Eu já o tinha denunciado e repito a denúncia: nas nove jornadas desta conclusão da Liga pós-Covid, os dois candidatos ao título fazem apenas um jogo num fim-de-semana. E o Sporting, por exemplo, não faz nenhum. Se aplicar vistas curtas a quem teve o poder de decidir, ainda sou capaz de entender. Tenha sido a NOS, a Altice ou a Sport TV, que é o canal que tem os direitos de transmissão da esmagadora maioria dos jogos da Liga, alguém pensou que ao fim-de-semana iríamos ter muito futebol estrangeiro para exibir e que o importante para justificar que os clientes continuassem a pagar as mensalidades era dar-lhe serões de futebol atrás de serões de futebol. Nunca me pareceu boa ideia e até cheguei a defender um simulacro de tarde desportiva com a generalidade dos jogos em canal aberto, num simultâneo que pudesse picar aqui e ali e, com uma participação mais arrojada dos protagonistas, se convertesse num show diferente daquilo que se é a “Chapa 5” do futebol nacional e num lançamento para os jogos dos grandes, esses sim em canal fechado, a realizar horas depois. Mas, lá está: se lhe aplicarmos vistas curtas e preguiça mental, a solução implementada até pode ser julgada como interessante para os operadores, que até podem ter sido iludidos com a quimera de poderem vir a vender mais direitos para o resto do Mundo, levando o futebol português a ocupar um nicho internacional – o dos jogos a acabar à meia-noite (no fuso horário da Europa) em véspera de dia de trabalho.
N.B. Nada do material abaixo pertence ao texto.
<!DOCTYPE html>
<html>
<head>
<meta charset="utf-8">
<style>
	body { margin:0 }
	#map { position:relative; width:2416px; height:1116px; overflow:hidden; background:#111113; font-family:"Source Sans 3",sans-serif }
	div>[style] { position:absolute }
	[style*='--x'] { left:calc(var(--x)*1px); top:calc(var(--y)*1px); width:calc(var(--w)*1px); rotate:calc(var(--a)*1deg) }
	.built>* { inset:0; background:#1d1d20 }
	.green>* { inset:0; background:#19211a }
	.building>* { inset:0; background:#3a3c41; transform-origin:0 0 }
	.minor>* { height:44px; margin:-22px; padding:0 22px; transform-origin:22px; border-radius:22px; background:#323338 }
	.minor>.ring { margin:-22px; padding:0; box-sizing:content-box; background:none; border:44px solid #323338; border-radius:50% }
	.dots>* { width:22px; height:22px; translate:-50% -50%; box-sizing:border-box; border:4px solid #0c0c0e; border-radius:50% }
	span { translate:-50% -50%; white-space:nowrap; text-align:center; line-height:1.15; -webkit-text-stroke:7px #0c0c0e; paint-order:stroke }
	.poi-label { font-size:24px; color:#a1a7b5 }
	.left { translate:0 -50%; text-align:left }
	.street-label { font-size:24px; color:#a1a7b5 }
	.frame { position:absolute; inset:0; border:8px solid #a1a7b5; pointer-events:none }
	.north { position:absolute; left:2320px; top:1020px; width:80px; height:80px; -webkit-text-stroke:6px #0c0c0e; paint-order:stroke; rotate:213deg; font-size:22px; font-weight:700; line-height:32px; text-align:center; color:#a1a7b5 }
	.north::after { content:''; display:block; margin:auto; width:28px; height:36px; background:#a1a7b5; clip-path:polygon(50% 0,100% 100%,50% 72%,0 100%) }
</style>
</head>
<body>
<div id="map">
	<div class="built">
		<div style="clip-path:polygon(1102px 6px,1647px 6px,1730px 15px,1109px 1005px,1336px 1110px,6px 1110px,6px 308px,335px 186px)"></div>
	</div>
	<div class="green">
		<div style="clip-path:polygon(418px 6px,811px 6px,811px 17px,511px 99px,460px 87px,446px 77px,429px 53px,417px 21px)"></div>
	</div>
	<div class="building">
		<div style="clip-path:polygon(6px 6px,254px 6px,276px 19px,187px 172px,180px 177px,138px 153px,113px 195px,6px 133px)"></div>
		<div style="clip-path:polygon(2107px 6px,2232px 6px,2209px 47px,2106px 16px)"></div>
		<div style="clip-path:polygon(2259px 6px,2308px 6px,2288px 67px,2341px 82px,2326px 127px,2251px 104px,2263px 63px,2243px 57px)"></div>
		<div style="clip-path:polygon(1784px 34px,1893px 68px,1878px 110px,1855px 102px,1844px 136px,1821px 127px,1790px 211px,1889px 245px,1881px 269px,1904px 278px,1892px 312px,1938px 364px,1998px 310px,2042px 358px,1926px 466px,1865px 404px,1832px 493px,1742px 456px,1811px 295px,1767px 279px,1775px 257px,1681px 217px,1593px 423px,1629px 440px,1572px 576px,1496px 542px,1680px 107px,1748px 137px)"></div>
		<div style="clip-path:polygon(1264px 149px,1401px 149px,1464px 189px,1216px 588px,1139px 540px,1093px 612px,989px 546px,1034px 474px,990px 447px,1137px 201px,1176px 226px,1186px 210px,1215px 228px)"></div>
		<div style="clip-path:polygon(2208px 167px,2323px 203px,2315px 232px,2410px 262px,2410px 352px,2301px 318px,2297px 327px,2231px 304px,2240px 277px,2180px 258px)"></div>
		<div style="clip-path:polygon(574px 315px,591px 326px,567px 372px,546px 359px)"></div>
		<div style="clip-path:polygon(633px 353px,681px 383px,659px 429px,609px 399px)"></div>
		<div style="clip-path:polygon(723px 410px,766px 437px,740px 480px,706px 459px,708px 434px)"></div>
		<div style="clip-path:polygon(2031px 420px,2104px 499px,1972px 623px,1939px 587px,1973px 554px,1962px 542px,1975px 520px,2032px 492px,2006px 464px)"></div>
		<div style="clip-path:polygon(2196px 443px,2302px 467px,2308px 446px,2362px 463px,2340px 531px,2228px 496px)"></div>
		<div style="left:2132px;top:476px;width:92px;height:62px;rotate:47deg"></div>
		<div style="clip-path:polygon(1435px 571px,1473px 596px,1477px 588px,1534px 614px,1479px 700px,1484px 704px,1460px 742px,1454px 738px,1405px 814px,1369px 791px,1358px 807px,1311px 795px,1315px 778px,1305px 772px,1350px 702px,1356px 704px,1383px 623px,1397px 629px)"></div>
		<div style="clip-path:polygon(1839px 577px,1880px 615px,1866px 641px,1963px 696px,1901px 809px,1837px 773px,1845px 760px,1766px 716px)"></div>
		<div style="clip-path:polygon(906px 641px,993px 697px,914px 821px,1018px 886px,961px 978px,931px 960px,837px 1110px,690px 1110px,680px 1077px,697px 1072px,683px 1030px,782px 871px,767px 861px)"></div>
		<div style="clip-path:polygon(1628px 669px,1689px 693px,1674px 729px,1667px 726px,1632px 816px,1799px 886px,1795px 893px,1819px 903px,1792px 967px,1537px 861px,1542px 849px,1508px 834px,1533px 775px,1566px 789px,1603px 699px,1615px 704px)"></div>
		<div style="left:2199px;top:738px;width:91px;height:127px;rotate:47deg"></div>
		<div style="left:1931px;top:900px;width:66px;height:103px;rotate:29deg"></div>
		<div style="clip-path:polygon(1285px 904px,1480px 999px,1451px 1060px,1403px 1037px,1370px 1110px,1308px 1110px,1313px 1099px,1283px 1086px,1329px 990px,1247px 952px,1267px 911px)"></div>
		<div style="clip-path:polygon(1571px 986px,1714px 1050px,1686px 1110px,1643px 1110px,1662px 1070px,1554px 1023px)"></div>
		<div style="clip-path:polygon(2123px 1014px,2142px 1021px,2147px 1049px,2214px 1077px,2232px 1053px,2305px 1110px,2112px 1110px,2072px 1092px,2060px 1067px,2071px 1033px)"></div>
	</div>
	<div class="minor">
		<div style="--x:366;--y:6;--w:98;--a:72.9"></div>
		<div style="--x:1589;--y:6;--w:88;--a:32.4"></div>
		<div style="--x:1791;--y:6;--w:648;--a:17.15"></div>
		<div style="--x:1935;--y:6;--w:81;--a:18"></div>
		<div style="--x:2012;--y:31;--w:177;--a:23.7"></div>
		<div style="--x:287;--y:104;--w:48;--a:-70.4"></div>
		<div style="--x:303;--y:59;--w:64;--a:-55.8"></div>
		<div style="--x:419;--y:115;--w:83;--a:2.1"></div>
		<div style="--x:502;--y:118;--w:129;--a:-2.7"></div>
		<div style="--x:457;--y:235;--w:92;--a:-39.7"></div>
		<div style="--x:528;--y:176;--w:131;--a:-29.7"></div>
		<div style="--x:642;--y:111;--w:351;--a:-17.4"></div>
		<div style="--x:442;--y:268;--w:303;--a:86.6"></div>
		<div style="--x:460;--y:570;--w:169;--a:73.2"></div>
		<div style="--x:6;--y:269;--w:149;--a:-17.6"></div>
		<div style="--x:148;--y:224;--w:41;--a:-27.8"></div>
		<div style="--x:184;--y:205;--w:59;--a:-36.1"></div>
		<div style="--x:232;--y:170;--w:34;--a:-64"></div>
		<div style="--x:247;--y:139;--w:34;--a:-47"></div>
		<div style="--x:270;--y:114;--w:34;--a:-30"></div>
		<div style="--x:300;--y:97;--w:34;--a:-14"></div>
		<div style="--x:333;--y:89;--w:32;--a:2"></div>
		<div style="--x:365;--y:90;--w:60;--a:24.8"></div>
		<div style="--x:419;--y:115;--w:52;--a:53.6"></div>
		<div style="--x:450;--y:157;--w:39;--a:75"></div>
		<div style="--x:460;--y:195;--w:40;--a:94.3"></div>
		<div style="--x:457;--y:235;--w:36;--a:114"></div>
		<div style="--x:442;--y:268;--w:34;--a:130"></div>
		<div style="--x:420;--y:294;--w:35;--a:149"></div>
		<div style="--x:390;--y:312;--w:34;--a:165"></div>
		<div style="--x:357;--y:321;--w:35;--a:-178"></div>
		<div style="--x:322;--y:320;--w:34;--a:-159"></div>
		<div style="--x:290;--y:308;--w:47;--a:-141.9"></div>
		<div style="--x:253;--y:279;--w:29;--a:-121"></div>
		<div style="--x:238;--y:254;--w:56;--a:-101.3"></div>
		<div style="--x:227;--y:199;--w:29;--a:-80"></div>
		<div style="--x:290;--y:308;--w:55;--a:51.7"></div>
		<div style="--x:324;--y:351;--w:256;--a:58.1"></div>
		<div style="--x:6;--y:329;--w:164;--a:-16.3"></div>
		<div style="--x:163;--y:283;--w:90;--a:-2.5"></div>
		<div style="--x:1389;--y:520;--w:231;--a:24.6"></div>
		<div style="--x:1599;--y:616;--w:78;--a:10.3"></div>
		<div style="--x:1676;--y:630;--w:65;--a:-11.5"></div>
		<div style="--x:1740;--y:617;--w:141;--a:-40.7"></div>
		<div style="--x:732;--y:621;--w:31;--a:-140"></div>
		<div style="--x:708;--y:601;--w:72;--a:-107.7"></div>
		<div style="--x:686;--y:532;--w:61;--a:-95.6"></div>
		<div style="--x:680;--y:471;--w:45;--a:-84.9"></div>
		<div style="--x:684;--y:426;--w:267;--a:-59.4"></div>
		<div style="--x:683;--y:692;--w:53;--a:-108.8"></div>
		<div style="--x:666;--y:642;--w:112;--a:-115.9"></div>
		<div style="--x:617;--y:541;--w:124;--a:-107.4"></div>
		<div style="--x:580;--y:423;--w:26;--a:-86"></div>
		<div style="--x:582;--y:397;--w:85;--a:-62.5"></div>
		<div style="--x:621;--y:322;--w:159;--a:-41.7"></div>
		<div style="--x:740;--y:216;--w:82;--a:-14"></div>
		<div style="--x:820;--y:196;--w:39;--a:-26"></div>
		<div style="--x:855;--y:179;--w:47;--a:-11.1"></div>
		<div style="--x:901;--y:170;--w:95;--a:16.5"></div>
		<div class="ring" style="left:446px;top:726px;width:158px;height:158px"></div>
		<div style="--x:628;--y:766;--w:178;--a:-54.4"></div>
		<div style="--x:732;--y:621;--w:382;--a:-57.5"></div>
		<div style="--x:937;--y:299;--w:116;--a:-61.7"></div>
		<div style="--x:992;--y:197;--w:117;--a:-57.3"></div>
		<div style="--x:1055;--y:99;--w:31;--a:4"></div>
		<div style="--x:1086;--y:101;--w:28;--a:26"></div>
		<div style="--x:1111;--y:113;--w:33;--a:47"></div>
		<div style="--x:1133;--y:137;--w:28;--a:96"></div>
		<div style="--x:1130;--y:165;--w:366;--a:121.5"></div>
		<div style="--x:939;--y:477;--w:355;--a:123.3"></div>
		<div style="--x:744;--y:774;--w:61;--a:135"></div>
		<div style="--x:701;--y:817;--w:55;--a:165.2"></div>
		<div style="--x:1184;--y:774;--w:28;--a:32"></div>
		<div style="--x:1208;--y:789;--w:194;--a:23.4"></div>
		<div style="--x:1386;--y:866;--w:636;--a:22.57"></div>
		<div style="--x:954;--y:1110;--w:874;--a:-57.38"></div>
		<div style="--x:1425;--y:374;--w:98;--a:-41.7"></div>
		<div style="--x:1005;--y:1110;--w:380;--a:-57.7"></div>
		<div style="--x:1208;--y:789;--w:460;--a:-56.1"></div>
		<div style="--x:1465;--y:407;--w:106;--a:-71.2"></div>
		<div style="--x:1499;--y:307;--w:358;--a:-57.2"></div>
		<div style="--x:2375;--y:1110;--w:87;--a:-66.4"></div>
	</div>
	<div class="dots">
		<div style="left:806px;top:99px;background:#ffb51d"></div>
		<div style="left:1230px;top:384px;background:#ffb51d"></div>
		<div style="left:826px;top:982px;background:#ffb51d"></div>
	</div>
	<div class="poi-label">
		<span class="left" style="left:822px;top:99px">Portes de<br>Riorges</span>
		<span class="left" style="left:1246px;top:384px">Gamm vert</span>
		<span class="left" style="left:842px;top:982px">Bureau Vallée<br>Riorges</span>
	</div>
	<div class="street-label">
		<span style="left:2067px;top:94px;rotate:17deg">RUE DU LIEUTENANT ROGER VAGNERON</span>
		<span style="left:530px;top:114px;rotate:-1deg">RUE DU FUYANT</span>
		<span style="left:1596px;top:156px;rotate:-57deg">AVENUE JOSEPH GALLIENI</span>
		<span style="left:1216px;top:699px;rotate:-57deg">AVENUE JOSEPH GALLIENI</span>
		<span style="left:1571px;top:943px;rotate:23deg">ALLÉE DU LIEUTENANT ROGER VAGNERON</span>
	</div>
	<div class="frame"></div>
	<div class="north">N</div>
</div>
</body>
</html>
Mas, por muito que faça ensaios sobre o desespero e o que é andar com as calças na mão e a depender do dinheiro da TV, o que não entendo é como os clubes concordaram com esta aberração. Ao permitirem que lhes afastem os jogos dos dias em que os potenciais clientes têm mais tempo e disponibilidade para os ver, os clubes estão a colaborar com um desastre de relações públicas que, a médio e longo prazo, vai torná-los cada vez mais secundários em relação aos grandes emblemas da Europa do futebol, aqueles que jogam ao sábado e ao domingo e que os miúdos não só veem como depois escolhem para jogar nos simuladores de computador e transformam nos seus destinos de sonho.
Nenhum negócio sobrevive se o afastarmos dos potenciais consumidores. Experimentem abrir uma loja de roupa apenas durante a madrugada. Uma discoteca só antes de almoço. Ou um restaurante de praia apenas no Inverno. Não tarda terão de fechar portas. É por isso que o FC Porto-Boavista faz todo o sentido hoje. Mais a mais não podendo andar pela rua a dar marteladas uns nos outros e celebrar a noite mais longa do ano, os portuenses terão ainda mais disponibilidade para ver o jogo e eventualmente acentuar a paixão por uma das duas maiores equipas da cidade. Aproveitem.